It started with tummy tucks, facelifts and breast implants. First only available and affordable to the opulent, before eventually becoming the norm for the common American woman. Then came hair extensions, hairless pussies and anal bleaching, followed by labiaplasties, butt implants and now? Concealer… for your pussy. Or rather, “genital cosmetic colorant.” That’s right, ladies — your labia’s hue is all kinds of wrong and it’s about damn time you do something about it.
Step in My New Pink Button, a cosmetic dye meant to restore a woman’s “pink.”
Product description via their site:
My New Pink Button ™ is a temporary dye to restore the youthful pink color back to your labia. There is no other product like it. This patent pending formula was designed by a female certified Paramedical Esthetician after she discovered her own genital color loss. While looking online for a solution she discovered thousands of other women asking the same questions regarding their color loss. After countless searches revealing no solution available and a discussion with her own gynecologist she decided to create her own.
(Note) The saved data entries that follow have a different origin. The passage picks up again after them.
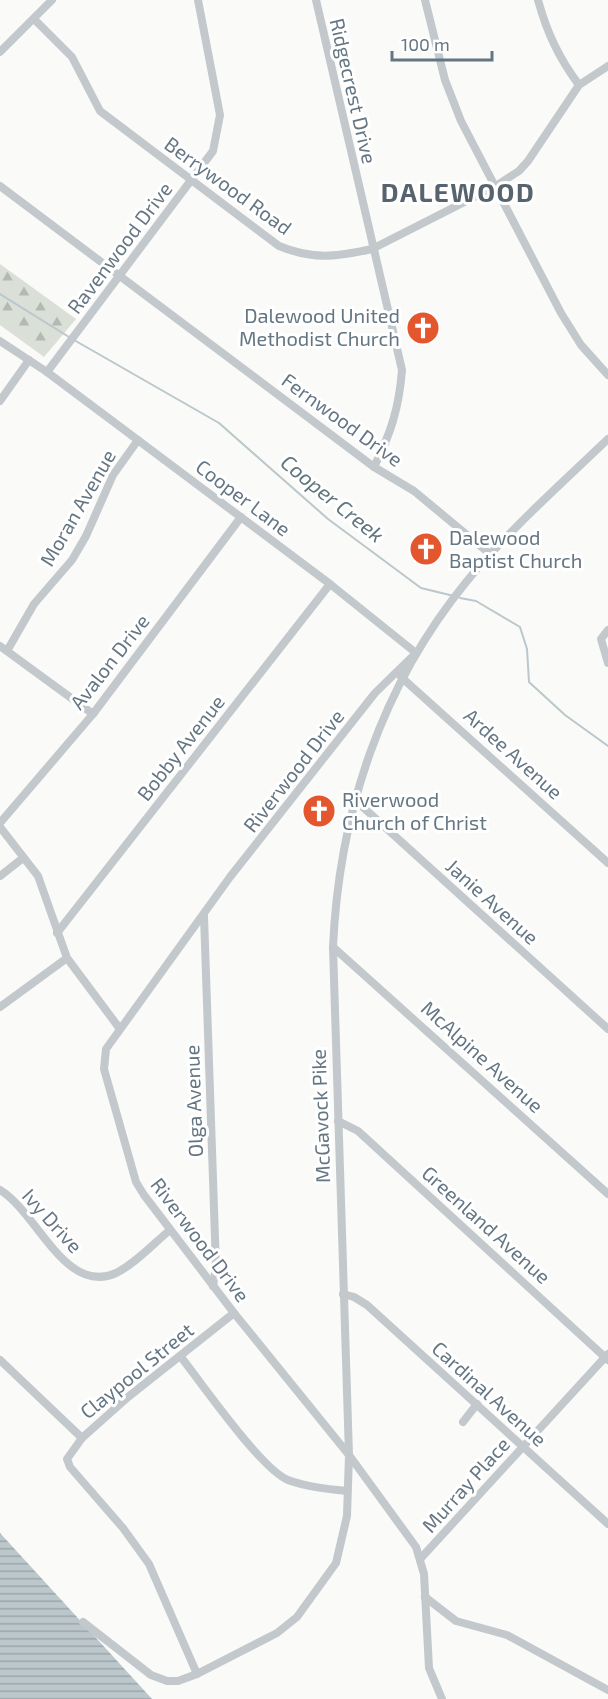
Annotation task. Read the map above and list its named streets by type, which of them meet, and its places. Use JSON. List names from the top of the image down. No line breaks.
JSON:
{"streets":{"street":["Ridgecrest Drive","Berrywood Road","Ravenwood Drive","Fernwood Drive","Cooper Lane","Moran Avenue","Avalon Drive","Bobby Avenue","Ardee Avenue","Riverwood Drive","Janie Avenue","McAlpine Avenue","Olga Avenue","McGavock Pike","Ivy Drive","Greenland Avenue","Claypool Street","Cardinal Avenue","Murray Place"]},"crossings":[["Ridgecrest Drive","Berrywood Road"],["Ridgecrest Drive","Fernwood Drive"],["Berrywood Road","Ravenwood Drive"],["Ravenwood Drive","Fernwood Drive"],["Ravenwood Drive","Cooper Lane"],["Fernwood Drive","McGavock Pike"],["Cooper Lane","Moran Avenue"],["Cooper Lane","Avalon Drive"],["Cooper Lane","Bobby Avenue"],["Cooper Lane","Riverwood Drive"],["Cooper Lane","McGavock Pike"],["Ardee Avenue","Riverwood Drive"],["Ardee Avenue","McGavock Pike"],["Riverwood Drive","Olga Avenue"],["Riverwood Drive","McGavock Pike"],["Riverwood Drive","Ivy Drive"],["Riverwood Drive","Claypool Street"],["Riverwood Drive","Murray Place"],["Janie Avenue","McGavock Pike"],["McAlpine Avenue","McGavock Pike"],["McGavock Pike","Greenland Avenue"],["McGavock Pike","Claypool Street"],["McGavock Pike","Cardinal Avenue"],["Greenland Avenue","Murray Place"],["Cardinal Avenue","Murray Place"]],"districts":["DALEWOOD"],"water":["Cooper Creek"],"places":{"church":["Dalewood United Methodist Church","Dalewood Baptist Church","Riverwood Church of Christ"]},"scale_bar":"100 m"}
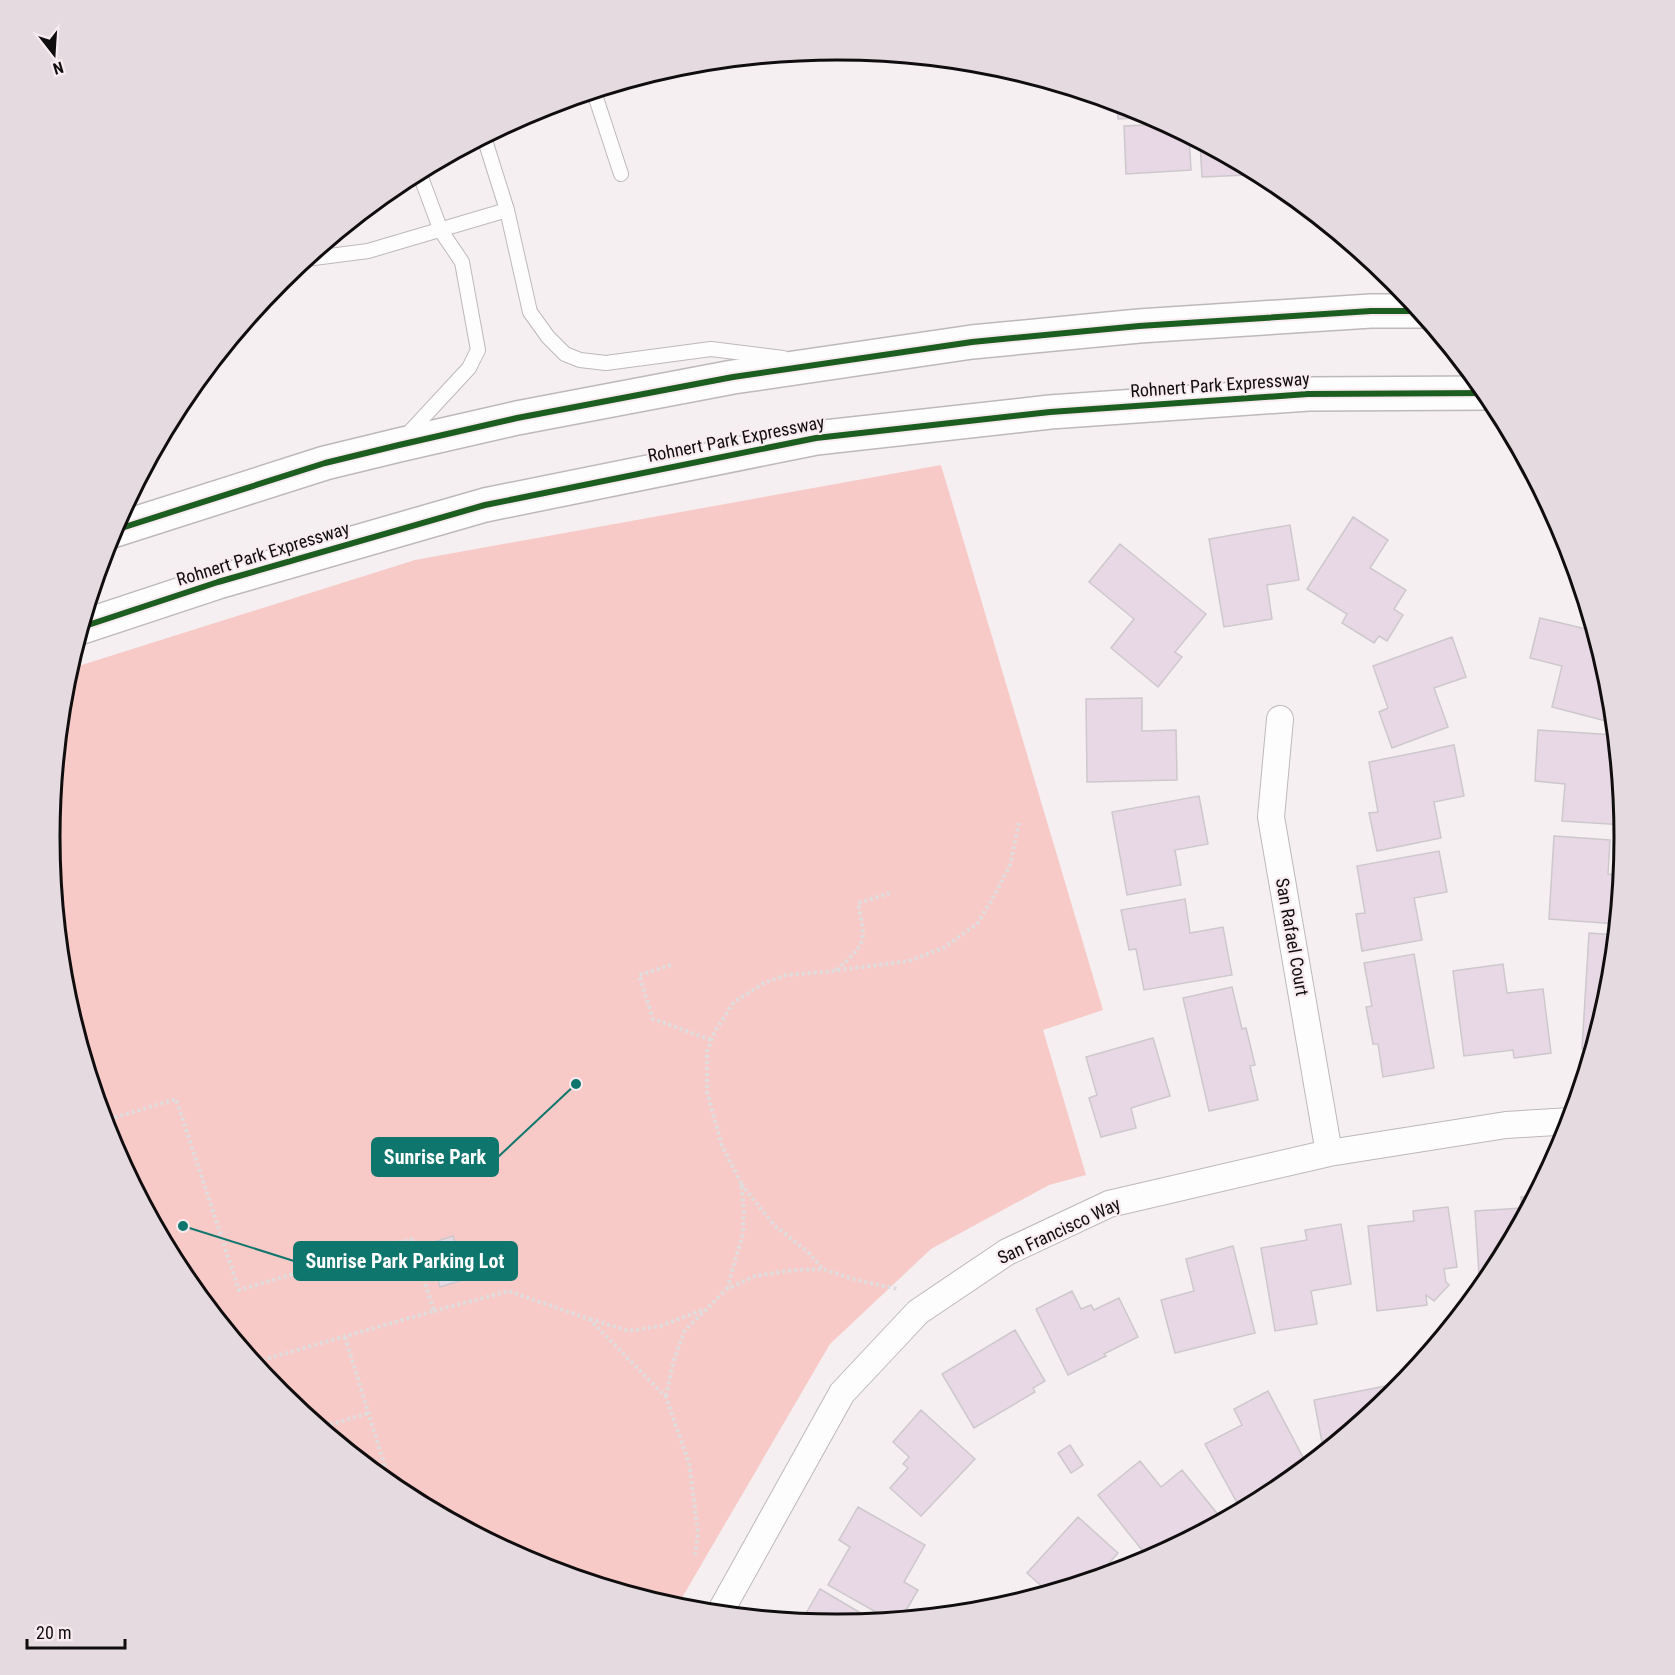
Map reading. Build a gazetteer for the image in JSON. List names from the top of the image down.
{
  "streets": {
    "main road": ["Rohnert Park Expressway"],
    "street": ["San Rafael Court", "San Francisco Way"]
  },
  "crossings": [
    ["San Rafael Court", "San Francisco Way"]
  ],
  "places": ["Sunrise Park", "Sunrise Park Parking Lot"],
  "scale_bar": "20 m",
  "north": "bottom"
}
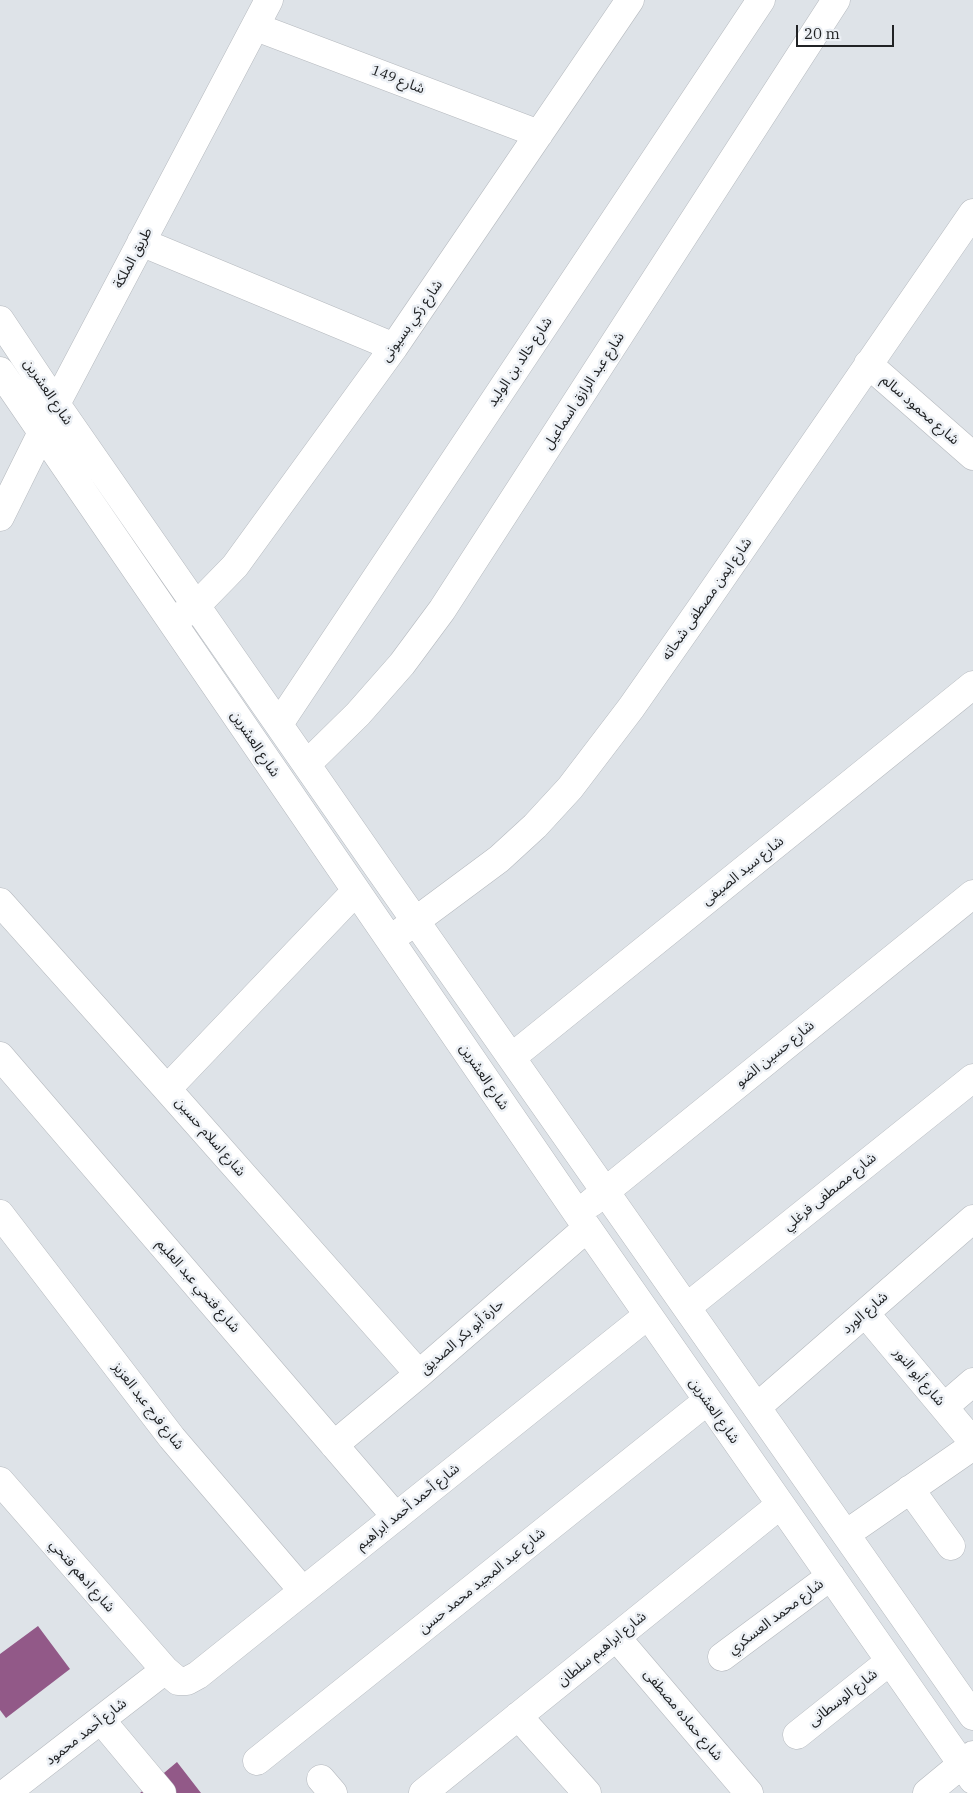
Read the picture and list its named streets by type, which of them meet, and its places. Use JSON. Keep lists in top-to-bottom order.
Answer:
{
  "streets": {
    "street": [
      "شارع 149",
      "طريق الملكة",
      "شارع زكي بسيونى",
      "شارع خالد بن الوليد",
      "شارع عبد الرازق اسماعيل",
      "شارع العشرين",
      "شارع محمود سالم",
      "شارع ايمن مصطفى شحاته",
      "شارع سيد الصيفى",
      "شارع حسين الضو",
      "شارع اسلام حسين",
      "شارع مصطفى فرغلي",
      "شارع فتحي عبد العليم",
      "شارع الورد",
      "حارة أبو بكر الصديق",
      "شارع أبو النور",
      "شارع فرج عبد العزيز",
      "شارع أحمد أحمد ابراهيم",
      "شارع ادهم فتحي",
      "شارع عبد المجيد محمد حسن",
      "شارع محمد العسكري",
      "شارع ابراهيم سلطان",
      "شارع الوسطانى",
      "شارع حماده مصطفى",
      "شارع أحمد محمود"
    ]
  },
  "crossings": [
    ["شارع 149", "طريق الملكة"],
    ["شارع 149", "شارع زكي بسيونى"],
    ["طريق الملكة", "شارع العشرين"],
    ["شارع زكي بسيونى", "شارع العشرين"],
    ["شارع خالد بن الوليد", "شارع العشرين"],
    ["شارع عبد الرازق اسماعيل", "شارع العشرين"],
    ["شارع العشرين", "شارع ايمن مصطفى شحاته"],
    ["شارع العشرين", "شارع سيد الصيفى"],
    ["شارع العشرين", "شارع حسين الضو"],
    ["شارع العشرين", "شارع مصطفى فرغلي"],
    ["شارع العشرين", "شارع الورد"],
    ["شارع العشرين", "حارة أبو بكر الصديق"],
    ["شارع العشرين", "شارع أحمد أحمد ابراهيم"],
    ["شارع العشرين", "شارع عبد المجيد محمد حسن"],
    ["شارع العشرين", "شارع محمد العسكري"],
    ["شارع العشرين", "شارع ابراهيم سلطان"],
    ["شارع العشرين", "شارع الوسطانى"],
    ["شارع محمود سالم", "شارع ايمن مصطفى شحاته"],
    ["شارع حسين الضو", "حارة أبو بكر الصديق"],
    ["شارع اسلام حسين", "حارة أبو بكر الصديق"],
    ["شارع فتحي عبد العليم", "حارة أبو بكر الصديق"],
    ["شارع فتحي عبد العليم", "شارع أحمد أحمد ابراهيم"],
    ["شارع الورد", "شارع أبو النور"],
    ["شارع فرج عبد العزيز", "شارع أحمد أحمد ابراهيم"],
    ["شارع أحمد أحمد ابراهيم", "شارع ادهم فتحي"],
    ["شارع أحمد أحمد ابراهيم", "شارع أحمد محمود"],
    ["شارع ادهم فتحي", "شارع أحمد محمود"],
    ["شارع ابراهيم سلطان", "شارع حماده مصطفى"]
  ],
  "scale_bar": "20 m"
}
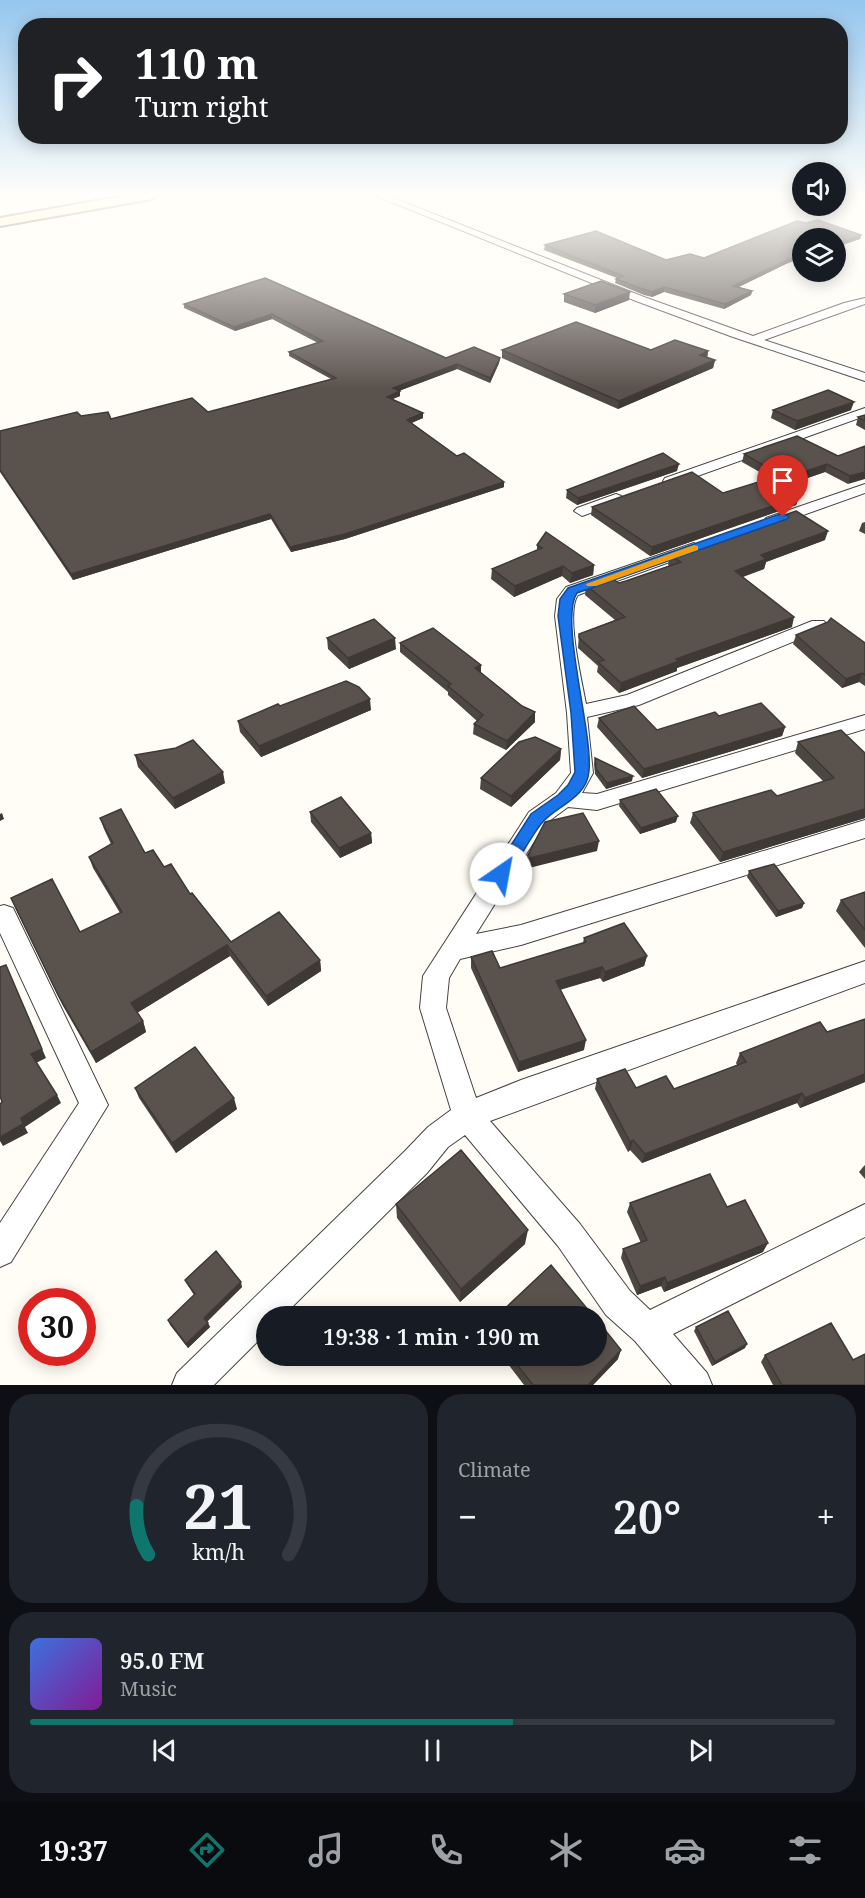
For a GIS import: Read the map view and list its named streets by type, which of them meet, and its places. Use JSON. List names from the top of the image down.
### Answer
{
  "page": {
    "turn": ["110 m", "Turn right"],
    "limit": "30",
    "trip": "19:38 · 1 min · 190 m",
    "tile": "Climate",
    "heat": ["−", "20°", "+"],
    "song": ["95.0 FM", "Music"],
    "tabs": "19:37",
    "gauge": ["21", "km/h"]
  }
}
Now there is a solution!
Finally! All these years watching porn has left my pussy sad and insecure, and now I finally have an over-priced, unnecessary product to capitalize on my fears by telling me my body’s normal progression is not only unfortunate, but unacceptable. Instead, I strongly ought to consider shelling out $29.95 (plus shipping!) for 20 applications in order to make sure my vertical bacon sandwich doesn’t look overcooked and extra crispy.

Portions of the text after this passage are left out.